Стихотворения и поэмы. Рассказы. Борислав смеется
Шрифт:
— Спите, пан?
— Нет, не сплю.
— Послушайте. Я хотел вам… хотел вас…
Он запнулся, как бы не зная, с какой стороны подойти к делу.
— Я знаю, пан… вы здесь за правду… вы против людской кривды встаете… за то вас и мучают… Пока вы тут лежали без памяти, доктор с надзирателем не раз говорили… А я слушал это, и на сердце у меня… знаете, как весною лед тает… легко так, весело… И я вспомнил… давно, давно… знаете, я уже тридцать лет тюремные нары протираю… Двенадцать лет только под следствием… по России таскали черт его знает куда. Успел уже позабыть, как оно там на вольном свете… А как стали говорить о вас… как это вы хотите людям облегчение сделать… обиды уменьшить… так у меня вдруг…

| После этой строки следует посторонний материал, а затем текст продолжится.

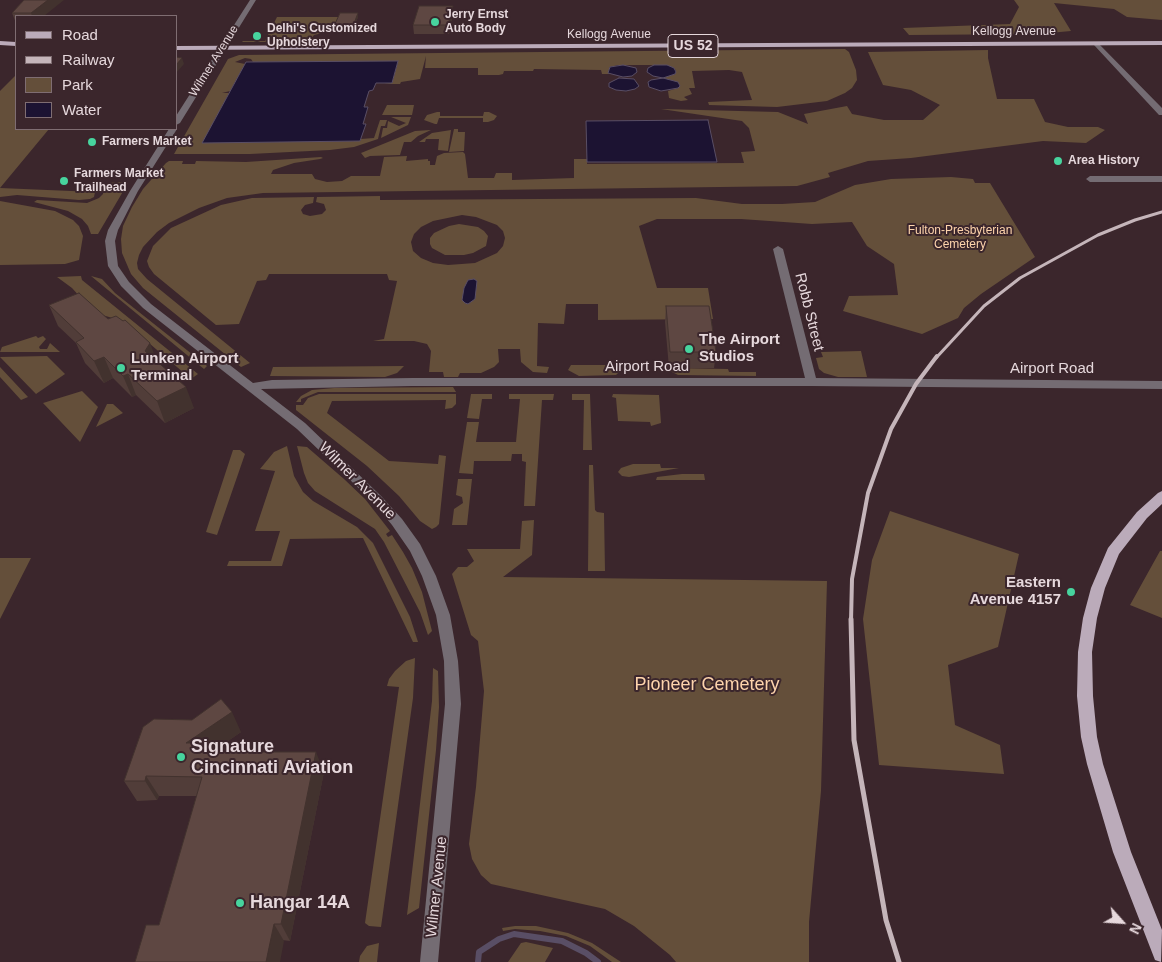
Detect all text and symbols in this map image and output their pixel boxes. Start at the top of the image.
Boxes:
place label: Jerry Ernst Auto Body [445,8,508,36]
legend [15,15,178,130]
marker: Jerry Ernst Auto Body [429,16,441,28]
place label: Delhi's Customized Upholstery [267,22,377,50]
street label: Wilmer Avenue [186,23,242,99]
street label: Kellogg Avenue [972,25,1056,39]
text: Road [62,26,98,43]
street label: Kellogg Avenue [567,28,651,42]
marker: Delhi's Customized Upholstery [251,30,263,42]
road number: US 52 [668,34,718,58]
text: Railway [62,51,115,68]
text: Park [62,76,93,93]
text: Water [62,101,101,118]
place label: Farmers Market [102,135,191,149]
marker: Farmers Market [86,136,98,148]
place label: Area History [1068,154,1139,168]
marker: Area History [1052,155,1064,167]
place label: Farmers Market Trailhead [74,167,163,195]
marker: Farmers Market Trailhead [58,175,70,187]
park label: Fulton-Presbyterian Cemetery [908,224,1012,252]
street label: Robb Street [791,271,827,353]
place label: The Airport Studios [699,331,780,366]
marker: The Airport Studios [683,343,695,355]
place label: Lunken Airport Terminal [131,350,238,385]
street label: Airport Road [605,358,689,376]
street label: Airport Road [1010,360,1094,378]
marker: Lunken Airport Terminal [115,362,127,374]
street label: Wilmer Avenue [315,439,399,523]
place label: Eastern Avenue 4157 [970,574,1061,609]
marker: Eastern Avenue 4157 [1065,586,1077,598]
park label: Pioneer Cemetery [634,674,780,696]
place label: Signature Cincinnati Aviation [191,736,353,779]
marker: Signature Cincinnati Aviation [175,751,187,763]
street label: Wilmer Avenue [423,836,451,938]
place label: Hangar 14A [250,892,350,914]
marker: Hangar 14A [234,897,246,909]
north arrow [1097,897,1147,947]
text: N [1126,921,1145,937]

Кашель прервал его. Он говорил все это бессвязно, отрывисто, то громче, то снова
— Слушаете, пан?
— Слушаю.
— Не думайте, что душа у меня из камня… я тоже… Ну, каждый по-своему… А та евреечка — то и дело во сне ко мне приходит, и до того явственно: креста просит. Я уже раза два с попом говорил… признался, что у меня деньги есть, закопаны. Говорит: отдай на церковь. Да меня что-то словно за руку держало. Не надежда, что вот, мол, выйду на волю и сам попользуюсь… Я давно уж потерял ту надежду, еще когда ослеп. А теперь вижу, что это был какой-то добрый дух. К чему церкви эти деньги? А вы обернете их на добро для бедных. Ведь не церковные это деньги, а с бедных людей содранные… лихоимские… так пускай идут на подмогу… как вы рассудите…
Снова перерыв. Снова дед, отдышавшись, начал нащупывать меня рукой, не сплю ли.
— Говорите, говорите! — отозвался я.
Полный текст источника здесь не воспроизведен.